• **About this exercise**: Among the records below, how many lines contain the word "right"? The answer is a single number.

┌────────

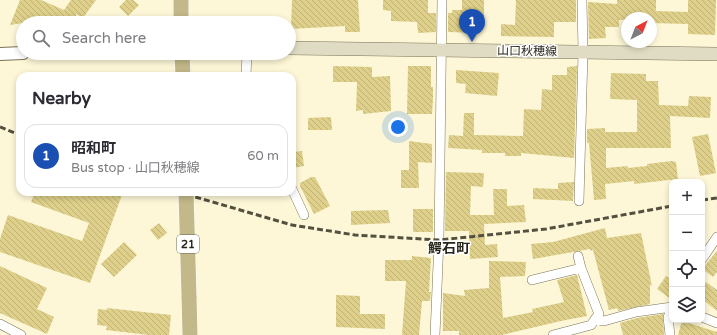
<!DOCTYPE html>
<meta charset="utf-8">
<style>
:root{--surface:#fff;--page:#f7f7f7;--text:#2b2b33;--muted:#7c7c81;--line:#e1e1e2;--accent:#306ea5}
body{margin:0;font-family:"Varela Round","Noto Sans JP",sans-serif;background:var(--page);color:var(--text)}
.controls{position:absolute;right:12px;bottom:12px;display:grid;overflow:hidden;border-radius:8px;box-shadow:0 2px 6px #0003}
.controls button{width:36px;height:36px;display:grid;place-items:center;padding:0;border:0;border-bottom:1px solid var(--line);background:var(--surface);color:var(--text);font:20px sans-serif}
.compass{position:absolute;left:621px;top:12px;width:36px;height:36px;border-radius:50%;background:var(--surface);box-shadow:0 2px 6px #0003;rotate:42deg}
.you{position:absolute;left:398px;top:127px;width:14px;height:14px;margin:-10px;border:3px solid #fff;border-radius:50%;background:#1a73e8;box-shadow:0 0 0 6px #1a73e833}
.badge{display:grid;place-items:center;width:26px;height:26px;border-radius:50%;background:var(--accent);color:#fff;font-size:13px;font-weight:700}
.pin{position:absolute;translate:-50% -33px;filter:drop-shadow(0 1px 2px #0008)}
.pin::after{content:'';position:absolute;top:21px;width:14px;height:12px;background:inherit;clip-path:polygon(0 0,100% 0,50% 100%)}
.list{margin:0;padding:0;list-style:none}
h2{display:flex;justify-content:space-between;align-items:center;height:52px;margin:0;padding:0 16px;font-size:17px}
h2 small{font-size:13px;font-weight:400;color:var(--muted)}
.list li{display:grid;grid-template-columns:26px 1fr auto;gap:12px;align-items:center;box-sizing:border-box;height:64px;margin:0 8px 8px;padding:0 8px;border:1px solid var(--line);border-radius:12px}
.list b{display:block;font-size:15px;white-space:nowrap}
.list p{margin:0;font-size:13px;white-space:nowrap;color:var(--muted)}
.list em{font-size:13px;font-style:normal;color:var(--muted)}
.icon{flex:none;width:22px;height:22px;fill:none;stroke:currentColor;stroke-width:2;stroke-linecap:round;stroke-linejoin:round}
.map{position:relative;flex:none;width:717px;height:335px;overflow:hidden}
.search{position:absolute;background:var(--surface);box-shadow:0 2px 6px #0003;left:16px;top:16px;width:280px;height:44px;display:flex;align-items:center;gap:10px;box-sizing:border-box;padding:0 14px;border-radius:22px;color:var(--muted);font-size:15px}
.panel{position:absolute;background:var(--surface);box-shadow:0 2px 6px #0003;left:16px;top:72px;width:280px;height:124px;border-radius:12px}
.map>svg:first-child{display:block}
</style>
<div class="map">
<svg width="717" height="335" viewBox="0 0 717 335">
<defs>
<pattern id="building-back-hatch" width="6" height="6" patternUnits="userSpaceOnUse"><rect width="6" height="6" fill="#ded08a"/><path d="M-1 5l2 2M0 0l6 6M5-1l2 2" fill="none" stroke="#beb276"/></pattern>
</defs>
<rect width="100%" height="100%" fill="#fdf7d7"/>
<path fill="url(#building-back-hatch)" d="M20,0h21l23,10 7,-10h25l-13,18 -7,-4v9h-53l-13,2z
M126,0h7l6,5 -11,11 -9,-9z
M292,0h66l2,32h-15v-6l-54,3z
M383,0h45v13h8v19l-18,1 -1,-11 -26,-1v-10l-8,-1z
M462,0h22v21h-7v12l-29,-1v-19h4v-3h10z
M516,0h60v22h-22v15l-53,-1v-12l14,1z
M617,0h39v11l32,1v-12h28l-1,35 -27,-1v-10l-37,-1v-5h-24v2h-8v7h-14l1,11 -17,1 -1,-37 29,2z
M333,66l39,1v10l18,-1 1,35 -28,3v-4l-7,1 1,-29h-24z
M408,66h23v21h2v12l-1,15h-25z
M577,66l-3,92 -53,-5v3h-16v-3h-23v-3l-34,-2 1,-13 14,1 1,-23h10v22l49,1 1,-27 17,1 1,-21 10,1v-15h15v-8z
M456,70l43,3 -2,23 -32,-3 1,-9 -10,-1z
M611,73l35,1v7h12l1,24 29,1 1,-10 22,1 -1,21 -40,-2 1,32h-65v20l22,-2v2l19,-2v-2l25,-3 4,1 2,17 -44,5v-3l-29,3 1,15 -12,1 -5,-57h-2v-14l18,-1v4h32v-32l-27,-1z
M331,117l1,13h-24v-12z
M708,134l8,39 -16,3 -8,-39z
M409,141l23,3v19l-14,-1 1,26h-18v-18h8z
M302,151l2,15 -12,2v-16z
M446,172l38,1 -1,14 -12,-1 -1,29h24l-1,-26h14v17l17,-1 2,17 -42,2 1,21 12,-1 1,13 -28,2 -1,-28h-24z
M311,177h4l15,29 -16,8 -14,-28v-3z
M574,182l-1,19 -40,-2v-11l25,1v-6z
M35,192h88l-33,91 -90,-31v-13l8,-24 74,26 7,-18 -58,-21z
M413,209h20v23h-20z
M388,210l2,13 -39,2v-14z
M159,223l8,10 -9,7 -8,-10z
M605,228l2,10 34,-5 11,53 -2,-2v20l-32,7 -1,-3 -8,2 -16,-60 -2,1 -1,-2 -57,10 -2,-15 22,-2z
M124,242l13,13 -23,22 -13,-13z
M717,251v21l-4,5 -11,-8z
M412,256l19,2 -2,34h2l-1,9h-8l-3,34h-17l4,-54h-21v-21h27z
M489,261l37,1 -1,14 -25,1 3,41 30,-6 -1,-3 32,-7 -7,-22 20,-5 10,41 -26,5 -59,14h-43v-4h-16v-38l22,3 -1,-6 25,-2z
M0,266l47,22 -10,21 17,8 -7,17 -47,-21z
M666,276l6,4v20l-15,-11z
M706,282l11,8v21l-15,-12v-11z
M336,295l24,1v18h25v15l-49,-2z
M107,308l64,7 -2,20h-20l-43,-5 1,-4 -10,-1 1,-16 9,1z
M663,314l1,21h-41l-3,-12 17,-5z
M682,321l35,11v3h-39z"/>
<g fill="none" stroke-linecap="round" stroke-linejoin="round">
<defs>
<path id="minor" d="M246,76l1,-23
M292,189l12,26
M579,201l4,-148 -1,-53
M578,256l3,12
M702,259l15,-22
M532,280l49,-12 18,46 -8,11 -38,10
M702,317l15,6
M595,319l9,2 32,-9 36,-5
M0,324l21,11
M435,335l4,-95 3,-240
M670,335l-2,-18 4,-8"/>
<path id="tertiary" d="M0,54l23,-1"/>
<path id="secondary" d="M289,48l428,6"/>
<path id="primary" d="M181,0v23
M182,53l1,23
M189,296l1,39"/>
</defs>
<use href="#minor" stroke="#797357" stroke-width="10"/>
<use href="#tertiary" stroke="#797357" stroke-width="14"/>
<use href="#secondary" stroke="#797357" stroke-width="14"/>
<use href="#primary" stroke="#fff" stroke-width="16"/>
<use href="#minor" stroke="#fff" stroke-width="9"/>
<use href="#tertiary" stroke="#fff" stroke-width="12"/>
<use href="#secondary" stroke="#e0dcc4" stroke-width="13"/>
<use href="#primary" stroke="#c2b889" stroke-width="15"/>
<path stroke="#535040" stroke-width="3" stroke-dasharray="6 3" stroke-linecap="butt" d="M0,127l20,8
M178,192l114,33 63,10 84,5 107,-11 126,-23
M702,200l15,-2"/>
<defs>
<path id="primary-bridge" d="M186,192l3,104"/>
</defs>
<use href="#primary-bridge" stroke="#fff" stroke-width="16" stroke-linecap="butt"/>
<use href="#primary-bridge" stroke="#c2b889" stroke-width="15"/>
</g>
<g text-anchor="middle" stroke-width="3" stroke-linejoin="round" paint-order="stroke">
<rect fill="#fff" stroke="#68665e" stroke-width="1" x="177" y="235" width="22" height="18" rx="3"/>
<g font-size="11" font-weight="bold" fill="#272519">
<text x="188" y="248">21</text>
</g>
<g font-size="12" fill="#272519" stroke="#fff">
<text transform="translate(527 51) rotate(1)" y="4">山口秋穂線</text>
</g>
<g font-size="14" font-weight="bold" fill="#272519" stroke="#fff">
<text x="449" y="253">鰐石町</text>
</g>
</g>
</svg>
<div class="controls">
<button>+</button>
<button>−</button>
<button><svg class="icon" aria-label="locate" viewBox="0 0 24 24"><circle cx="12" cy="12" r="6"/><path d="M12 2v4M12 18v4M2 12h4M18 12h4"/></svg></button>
<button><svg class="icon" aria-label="layers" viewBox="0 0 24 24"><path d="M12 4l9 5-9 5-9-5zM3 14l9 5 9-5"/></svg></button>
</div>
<svg class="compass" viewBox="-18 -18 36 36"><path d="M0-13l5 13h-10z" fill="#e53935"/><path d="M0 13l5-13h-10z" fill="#7c7c81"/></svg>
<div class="you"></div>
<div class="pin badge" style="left:472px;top:42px;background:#1a4fb4">1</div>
<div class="search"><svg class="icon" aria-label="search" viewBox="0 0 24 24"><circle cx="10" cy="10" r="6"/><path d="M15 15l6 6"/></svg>Search here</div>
<section class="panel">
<h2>Nearby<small></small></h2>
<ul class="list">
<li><span class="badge" style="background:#1a4fb4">1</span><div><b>昭和町</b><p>Bus stop · 山口秋穂線</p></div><em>60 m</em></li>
</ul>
</section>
</div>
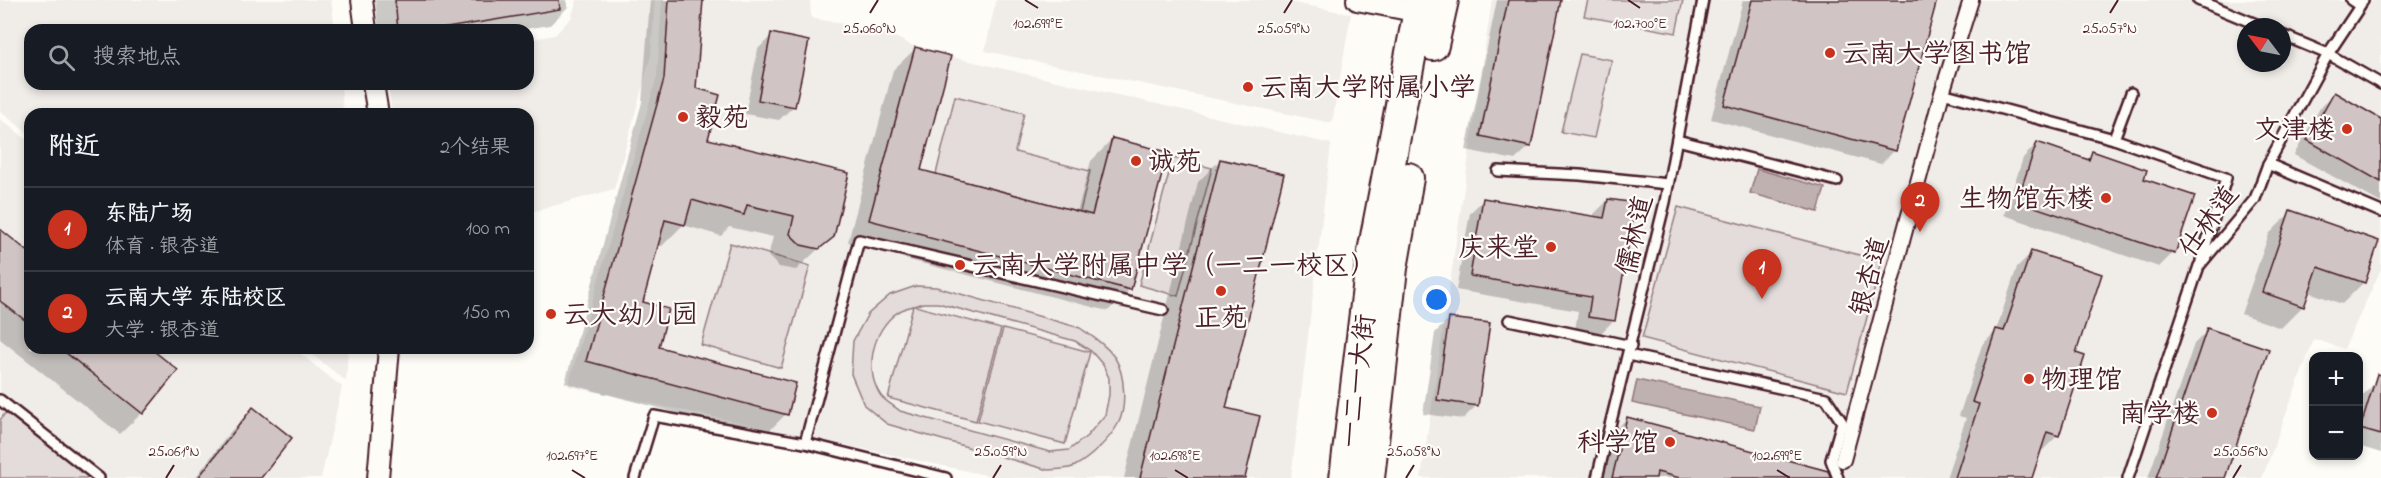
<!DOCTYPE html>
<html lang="zh">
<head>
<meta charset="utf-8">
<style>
  body { margin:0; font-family:"Indie Flower","LXGW WenKai TC",sans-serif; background:#20242c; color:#f1f3f6 }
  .controls { position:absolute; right:18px; bottom:18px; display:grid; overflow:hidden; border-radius:12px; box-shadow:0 3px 9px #0003 }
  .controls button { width:54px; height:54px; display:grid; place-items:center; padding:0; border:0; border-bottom:2px solid #363941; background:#171b24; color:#f1f3f6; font:30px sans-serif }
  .compass { position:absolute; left:2237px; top:18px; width:54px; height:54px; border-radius:50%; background:#171b24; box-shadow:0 3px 9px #0003; rotate:302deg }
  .you { position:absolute; left:1437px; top:300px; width:21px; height:21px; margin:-15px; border:4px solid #fff; border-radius:50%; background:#1a73e8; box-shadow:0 0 0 9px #1a73e833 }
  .badge { display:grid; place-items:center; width:39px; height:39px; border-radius:50%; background:#c8321e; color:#fff; font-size:20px; font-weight:700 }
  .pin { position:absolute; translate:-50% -50px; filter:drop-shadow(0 2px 3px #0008) }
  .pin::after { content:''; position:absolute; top:32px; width:21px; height:18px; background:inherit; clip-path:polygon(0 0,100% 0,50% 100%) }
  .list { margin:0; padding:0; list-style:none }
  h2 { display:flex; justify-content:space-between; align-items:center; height:78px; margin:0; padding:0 24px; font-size:26px }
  h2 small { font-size:20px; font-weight:400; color:#9ea1a6 }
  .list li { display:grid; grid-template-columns:39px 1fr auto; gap:18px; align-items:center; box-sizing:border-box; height:84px; padding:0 24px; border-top:2px solid #363941 }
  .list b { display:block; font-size:22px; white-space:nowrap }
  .list p { margin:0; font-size:20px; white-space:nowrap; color:#9ea1a6 }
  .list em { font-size:20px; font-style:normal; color:#9ea1a6 }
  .icon { flex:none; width:33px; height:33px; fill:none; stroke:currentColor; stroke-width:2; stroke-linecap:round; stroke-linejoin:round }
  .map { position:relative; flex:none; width:2381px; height:478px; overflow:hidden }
  .search { position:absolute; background:#171b24; box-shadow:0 3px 9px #0003; left:24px; top:24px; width:510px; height:66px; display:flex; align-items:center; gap:15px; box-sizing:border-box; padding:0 21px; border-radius:18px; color:#9ea1a6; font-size:22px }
  .panel { position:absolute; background:#171b24; box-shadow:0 3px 9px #0003; left:24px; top:108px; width:510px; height:246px; border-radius:18px }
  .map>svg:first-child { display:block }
  .built { fill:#f0ece8; fill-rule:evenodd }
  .green { fill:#e3dcda; stroke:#967e82; stroke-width:1.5; fill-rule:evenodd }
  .water { fill:#c0b1b1; stroke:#91777b; stroke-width:1.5 }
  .shadow { fill:#0003 }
  .building { fill:#d0c5c4; stroke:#4a1f2b; stroke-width:1.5 }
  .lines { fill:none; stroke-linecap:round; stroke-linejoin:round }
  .service-casing { stroke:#4a1f2b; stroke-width:14 }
  .pedestrian-casing { stroke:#4a1f2b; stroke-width:18 }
  .minor-casing { stroke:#4a1f2b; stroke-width:24 }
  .primary-casing { stroke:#4a1f2b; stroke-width:34 }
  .service { stroke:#fdfcf7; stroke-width:9 }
  .pedestrian { stroke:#fdfcf7; stroke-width:14 }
  .minor { stroke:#fdfcf7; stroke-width:20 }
  .primary { stroke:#fdfcf7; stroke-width:30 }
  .ticks { fill:none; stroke:#4a1f2b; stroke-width:2 }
  .poi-dot { fill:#c8321e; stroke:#fdfcf7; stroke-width:2 }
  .labels { text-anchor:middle; stroke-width:4.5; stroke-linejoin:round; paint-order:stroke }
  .poi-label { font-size:27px; fill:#4a1f2b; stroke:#fdfcf7; text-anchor:start }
  .street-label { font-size:27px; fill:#4a1f2b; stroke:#fdfcf7 }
  .ticks-label { font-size:15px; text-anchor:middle; fill:#4a1f2b; stroke:#fdfcf7; stroke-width:4.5; stroke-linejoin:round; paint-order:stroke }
</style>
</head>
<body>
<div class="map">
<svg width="2381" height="478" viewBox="0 0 2381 478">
  <rect width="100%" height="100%" fill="#fdfcf7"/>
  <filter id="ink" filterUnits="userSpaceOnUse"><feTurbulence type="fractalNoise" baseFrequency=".0167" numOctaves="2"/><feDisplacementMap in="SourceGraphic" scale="12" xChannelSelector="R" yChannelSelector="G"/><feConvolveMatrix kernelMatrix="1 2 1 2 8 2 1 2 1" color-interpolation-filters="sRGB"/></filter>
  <g filter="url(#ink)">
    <g class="built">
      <polygon points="0,0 331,0 335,30 30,30 30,84 341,84 343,114 30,114 30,135 0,111"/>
      <polygon points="577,0 655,0 651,56 614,189 528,213 528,114 392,114 388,84 528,84 528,40 555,35 571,18"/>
      <polygon points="662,0 810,0 811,18 885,32 921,50 1331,144 1291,478 1000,478 568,386 657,76"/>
      <polygon points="996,0 1278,0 1351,14 1332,123 985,51"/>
      <path d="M1492 0H2381V269L2344 349 2314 339 2262 478H1421ZM2246 27H2282V63H2246Z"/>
      <polygon points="0,119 30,142 30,348 293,348 342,387 321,478 0,478"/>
      <polygon points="304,348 348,348 346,381"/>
    </g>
    <g class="green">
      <polygon points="1588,0 1683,0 1676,33 1584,16"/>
      <polygon points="1580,54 1612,60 1594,138 1561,132"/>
      <polygon points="955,96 1024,113 1015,152 1090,171 1080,212 936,174"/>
      <polygon points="1173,158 1212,168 1178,296 1139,285"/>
      <polygon points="1678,207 1882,261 1847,392 1642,338"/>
      <polygon points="730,243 810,266 781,368 701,345"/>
      <path d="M916 286 936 287 1080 328C1093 337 1106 345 1115 358 1125 374 1127 408 1118 424 1109 440 1090 458 1075 466 1068 470 1056 469 1048 470L887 424 864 405 851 374 853 341 868 314 890 295ZM923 303H938L1075 341 1091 351 1103 365 1109 378V395L1105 415 1087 436 1069 450 1050 452 900 411C894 406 885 401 881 396 860 366 877 313 913 306L888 398 976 421 1001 329 915 306Z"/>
      <polygon points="1003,329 1090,352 1065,444 978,421"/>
      <polygon points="6,412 91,478 0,478 0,420"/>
    </g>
    <g class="water">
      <polygon points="1757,169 1825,188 1818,212 1750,193"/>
      <polygon points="1637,380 1760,406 1755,429 1632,403"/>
    </g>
    <g class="shadow">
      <polygon points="375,0 567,0 568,7 550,25 519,30 379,30"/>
      <polygon points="650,0 701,0 694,89 706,140 832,236 796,270 779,267 768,256 773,237 729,227 721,236 683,225 662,246 657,245 641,303 657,348 786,414 764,436 565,383 642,102"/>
      <polygon points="1497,0 1560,0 1530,146 1515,160 1466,150"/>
      <polygon points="1743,0 1935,0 1895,150 1881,164 1711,119"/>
      <polygon points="772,35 794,106 779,120 745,114 758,49"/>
      <polygon points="915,49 919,171 1077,212 1091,161 1113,139 1130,289 1108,311 905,259 905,256 848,242 893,70"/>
      <polygon points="2334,94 2381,120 2381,203 2294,155 2320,108"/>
      <polygon points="2037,143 2086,160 2093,153 2142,180 2173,253 2159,267 2004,215 2023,158"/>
      <polygon points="1220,160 1224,409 1243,478 1124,478 1198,182"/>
      <polygon points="1484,199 1594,218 1594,214 1608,200 1613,321 1599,335 1575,330 1578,311 1456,290 1470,213"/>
      <polygon points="2291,212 2364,282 2342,304 2309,292 2303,306 2281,328 2241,314 2269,234"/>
      <polygon points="0,231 30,255 30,348 148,348 142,413 120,434 0,339"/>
      <polygon points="2031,253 2074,354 2083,357 2057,436 2043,450 2040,449 2030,478 1946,478 1966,418 1959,416 1982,345 1996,331 2017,267"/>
      <polygon points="1449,319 1477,405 1463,419 1423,414 1435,333"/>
      <polygon points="2208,330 2223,478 2148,478 2194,344"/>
      <polygon points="2375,383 2381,385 2381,453 2358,446 2358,405 2361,397"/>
      <polygon points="253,409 259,478 195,478 231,431"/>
      <polygon points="1627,418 1808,478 1597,478 1606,440"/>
    </g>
    <g class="building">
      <polygon points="395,0 559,0 560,9 435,30 398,30"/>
      <polygon points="669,0 703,0 696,88 720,95 708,139 849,173 834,237 819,249 801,245 790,234 794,216 747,205 744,215 692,200 685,225 665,220 643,302 669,309 659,347 796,383 788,415 586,361 664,79"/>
      <polygon points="1508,0 1561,0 1531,147 1480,136"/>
      <polygon points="1752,0 1937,0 1896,151 1724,105"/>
      <polygon points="771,33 809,41 795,107 758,100"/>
      <polygon points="915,47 951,56 921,170 1092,215 1112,138 1168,152 1131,290 926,237 926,235 869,220"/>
      <polygon points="2334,92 2381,119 2381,182 2307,140"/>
      <polygon points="2037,142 2089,160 2092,151 2147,170 2144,179 2195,196 2175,254 2017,201"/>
      <polygon points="1220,159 1284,174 1226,408 1260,416 1245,478 1140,478"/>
      <polygon points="1483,198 1604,218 1608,199 1636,203 1615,321 1588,317 1591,297 1470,276"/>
      <polygon points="2290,210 2379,241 2365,283 2318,267 2304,307 2262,292"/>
      <polygon points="0,229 30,253 30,324 0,301"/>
      <polygon points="2031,251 2102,274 2076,353 2085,356 2059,436 2047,432 2032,478 1955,478 1979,404 1972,402 1996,329 2004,331"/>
      <polygon points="1449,318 1490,323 1478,406 1437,400"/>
      <polygon points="2207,328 2269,349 2225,478 2156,478"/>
      <polygon points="60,348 150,348 178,370 143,414"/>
      <polygon points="2377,374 2381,375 2381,435 2360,429"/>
      <polygon points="253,407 292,438 261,478 198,478"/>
      <polygon points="1627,417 1828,471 1831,478 1680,478 1657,472 1656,478 1612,478"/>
    </g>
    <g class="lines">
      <g class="service-casing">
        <g id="service">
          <polyline points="2198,0 2263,27"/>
          <polyline points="2351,0 2360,6 2363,0"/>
          <polyline points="2282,35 2328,54 2381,84"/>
          <polyline points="1942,93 2114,139"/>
          <polyline points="2131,93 2114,139 2226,178 2201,261"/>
          <polyline points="1677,140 1837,181"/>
          <polyline points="2268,164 2381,212"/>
          <polyline points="1498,171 1580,175 1668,184"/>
          <polyline points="1509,320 1631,346"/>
          <polyline points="1628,355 1826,398 1842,422 1831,460 1838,478"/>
          <polyline points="0,400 99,478"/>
          <polyline points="805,443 859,240 1163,310"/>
          <polyline points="635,478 654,416 805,443 946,478"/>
          <polyline points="1597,478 1665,202 1703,0"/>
          <polyline points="2128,478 2199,266 2255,199 2268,164 2328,54 2360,6"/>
        </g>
      </g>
      <g class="pedestrian-casing">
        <polyline id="pedestrian" points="1843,460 1942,93 1971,0"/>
      </g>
      <g class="minor-casing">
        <g id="minor">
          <polyline points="362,0 366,30"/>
          <polyline points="1357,0 1419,12"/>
          <polyline points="373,84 378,114"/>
          <polyline points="378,478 389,348"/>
        </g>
      </g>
      <g class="primary-casing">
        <g id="primary">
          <polyline points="1433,45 1443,0"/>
          <polyline points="1345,478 1371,263 1421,0"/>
          <polyline points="1369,478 1392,268 1408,178"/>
        </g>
      </g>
      <use href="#service" class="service"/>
      <use href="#pedestrian" class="pedestrian"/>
      <use href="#minor" class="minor"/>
      <use href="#primary" class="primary"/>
    </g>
  </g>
  <path class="ticks" d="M1025 0 1038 8M1628 0 1640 8M870 13 878 0M1284 13 1292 0M2110 13 2118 0M572 470 585 478M1175 470 1188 478M1777 470 1790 478M166 478 174 465M993 478 1001 465M1406 478 1414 465M2233 478 2241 465"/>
  <g class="poi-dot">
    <circle cx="1830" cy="53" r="6"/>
    <circle cx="1248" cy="87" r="6"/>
    <circle cx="683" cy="117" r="6"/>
    <circle cx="2347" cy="129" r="6"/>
    <circle cx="1136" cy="161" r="6"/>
    <circle cx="2106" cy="198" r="6"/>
    <circle cx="1551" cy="247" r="6"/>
    <circle cx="960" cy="265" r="6"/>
    <circle cx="1221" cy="291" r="6"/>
    <circle cx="551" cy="314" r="6"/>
    <circle cx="2029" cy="379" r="6"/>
    <circle cx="2212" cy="413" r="6"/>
    <circle cx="1670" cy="442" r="6"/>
  </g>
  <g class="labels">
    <g class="poi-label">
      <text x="1842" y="62">云南大学图书馆</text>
      <text x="1260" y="96">云南大学附属小学</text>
      <text x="695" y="126">毅苑</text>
      <text x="2335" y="138" text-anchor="end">文津楼</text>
      <text x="1148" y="170">诚苑</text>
      <text x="2094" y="207" text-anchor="end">生物馆东楼</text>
      <text x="1539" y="256" text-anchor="end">庆来堂</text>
      <text x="972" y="274">云南大学附属中学（一二一校区）</text>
      <text x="563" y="323">云大幼儿园</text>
      <text x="1221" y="326" text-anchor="middle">正苑</text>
      <text x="2041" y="388">物理馆</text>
      <text x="2200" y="422" text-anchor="end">南学楼</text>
      <text x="1658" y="451" text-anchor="end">科学馆</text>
    </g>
    <g class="street-label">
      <text transform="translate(2208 221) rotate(-54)" y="9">仕林道</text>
      <text transform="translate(1634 235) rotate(-77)" y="9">儒林道</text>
      <text transform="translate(1869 276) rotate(-75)" y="9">银杏道</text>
      <text transform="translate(1357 381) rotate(-83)" y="9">一二一大街</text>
    </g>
  </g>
  <g class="ticks-label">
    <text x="1038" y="28">102.699°E</text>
    <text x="1640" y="28">102.700°E</text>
    <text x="870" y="33">25.060°N</text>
    <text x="1284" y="33">25.059°N</text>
    <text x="2110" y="33">25.057°N</text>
    <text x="174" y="456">25.061°N</text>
    <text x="1001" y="456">25.059°N</text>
    <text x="1414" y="456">25.058°N</text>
    <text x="2241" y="456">25.056°N</text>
    <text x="572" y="460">102.697°E</text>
    <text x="1175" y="460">102.698°E</text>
    <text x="1777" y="460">102.699°E</text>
  </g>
</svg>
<div class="controls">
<button>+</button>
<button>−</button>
</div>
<svg class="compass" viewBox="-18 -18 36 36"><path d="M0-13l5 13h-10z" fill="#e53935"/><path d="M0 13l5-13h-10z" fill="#9ea1a6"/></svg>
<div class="you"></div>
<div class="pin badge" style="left:1762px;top:299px">1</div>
<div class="pin badge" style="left:1920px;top:232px">2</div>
<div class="search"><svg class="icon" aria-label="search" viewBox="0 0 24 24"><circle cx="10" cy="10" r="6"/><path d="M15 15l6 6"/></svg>搜索地点</div>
<section class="panel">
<h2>附近<small>2个结果</small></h2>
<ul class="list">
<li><span class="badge">1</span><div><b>东陆广场</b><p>体育 · 银杏道</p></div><em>100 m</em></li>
<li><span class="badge">2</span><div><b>云南大学 东陆校区</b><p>大学 · 银杏道</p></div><em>150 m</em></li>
</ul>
</section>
</div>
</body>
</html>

└────────

• **Problem solution**: 2